A primer on large language models

This section is a bit technical. If you are not interested or you already know how an LLM works, feel free to skip to the introduction.

Large language models are a technology that has recently taken the world by storm. They are powerful, but it is important to remember they are not magic.

LLMs are as good as the data they are trained on and the data they are given to work with. This is important to keep in mind when you create knowledge bases and ultimately when you converse with LLMs.

Training LLMs is lengthy and expensive (in the sense of hardware, electricity and labor). This is due to the fact that these models are trained on vast amounts of data and they have an enormous number of parameters which require specialized hardware to train efficiently.

Context enrichment

Once an LLM is trained it will reflect the data it has been trained on. In other words, it will only regurgitate what it already knows. This begs the question; How do we teach it concepts from our domain? How do we provide them additional data to make them better suit our needs?

One technique, called fine-tuning, can be used to adjust the parameters of an LLM using custom data. This technique readjusts the model's parameters and makes it more likely to respond with the information we have trained it with. This is a very powerful technique, however it has its caveats.

Fine-tuning is an intensive process which, like training, requires a significant amount of data and computing power. It is not as intense as training, but it is still an expensive process and requires specialized hardware (if the goal is to do it in a reasonable amount of time). Additionally, once the model has been fine-tuned, new information that needs to be added to it will require a whole new round of fine-tuning.

While fine-tuning is an extremely valuable technique for smaller models, it is not the primary way of enriching LLM contexts that Ragu uses. Instead, Ragu uses retrieval augmented generation (RAG).

Don't be scared by the big words, the technique itself is much simpler than it sounds.

The jist of it is the following:

User prompts the LLM with a question.
A text embedding model is used to embed the prompt.
The prompt embeddings are used to perform semantic similarity search in a vector database.
An arbitrary amount of data is retrieved from the vector database (retrieval).
The data is prepended to the prompt to form a context enriched prompt (augmented).
The context enriched prompt is then sent to the LLM that generates a final response for the user (generation).
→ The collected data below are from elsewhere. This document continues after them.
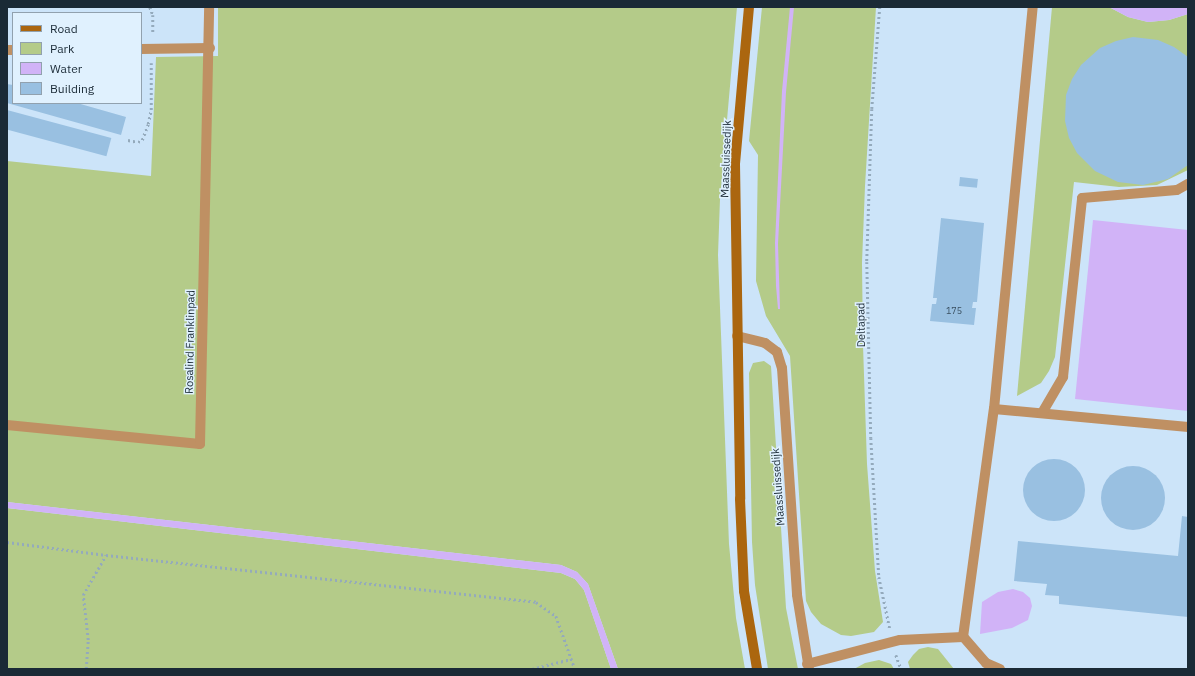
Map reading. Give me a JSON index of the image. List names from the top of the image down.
{
  "streets": {
    "street": ["Maassluissedijk", "Rosalind Franklinpad"],
    "path": ["Deltapad"]
  },
  "crossings": [
    ["Maassluissedijk", "Deltapad"]
  ],
  "house_numbers": ["175"],
  "legend": [
    "Road",
    "Park",
    "Water",
    "Building"
  ]
}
The beauty of RAG is that we get to fully utilise the power of an already trained LLM without having to go tinker with its underlying parameters. Instead, at inference (prompting) time we grab the most relevant information from the knowledge base and feed it to the LLM.

Text embeddings (vectors) and vector databases

A text embedding model is a model that converts text into a vector representation. Embedding text means creating a vector that represents the original text. These vector representations are used to represent the text in a way that allows us to calculate the "similarity" of the original text.

More specifically, "similarity" is the distance between two such vectors. Imagine two vectors on a coordinate plane, which represent two pieces of text. If the vectors are close together, i.e. if they are pointing in a similar direction, then the text is considered to be semantically "similar". If they are pointing opposite of each other, then the text is considered to be semantically "different".

The same text embedding model that embeds the prompt is also used to embed documents you store in collections. The prompt is embedded (transformed into its vector representation based on the embedding model) and then used as a reference vector to calculate the distance between it and other vectors in the vector database. The closest vectors' text contents are then retrieved and added to the prompt.

A vector database stores these vector representations in a way that allows efficient retrieval. However, unlike traditional databases, they do not search for exact matches, they search for the most similar matches. The similarity is defined by the embedding model, and is represented by the distance between the search vector (the prompt) and other vectors stored in the database (the documents).

To further clarify the concept of semantic similarity, think of the words "cat", "car", and "dog". A traditional database will have grouped "cat" and "car" together since they are similar lexicographically. A vector database, on the other hand, will have grouped "cat" and "dog" together since they are similar semantically.

Conversing with LLMs

LLMs have a specific way of accepting messages. Most LLMs will use the following format and message types:

system - A message that is sent to the LLM at the beginning of the conversation. This is typically used to give the LLM instructions on how to behave. A user never sends this manually, it is constructed automatically depending on the context you set up for the agent.
user - A message that is sent to the LLM by the user as part of a conversation.
assistant - An LLM generated message that is sent back to the user.

A system message is typically sent to the LLM at the beginning of a conversation, while the user and assistant messages are sent by the user and LLM, respectively and interchangeably (meaning a user message is always followed by an assistant message, never the reverse).

Keep in mind, this whole primer is an oversimplification for the sake of brevity. Whole papers have been written on these subjects and it's not feasible to explain these concepts in a single page. Nevertheless, these are the essential concepts that should help you when you interact with Ragu.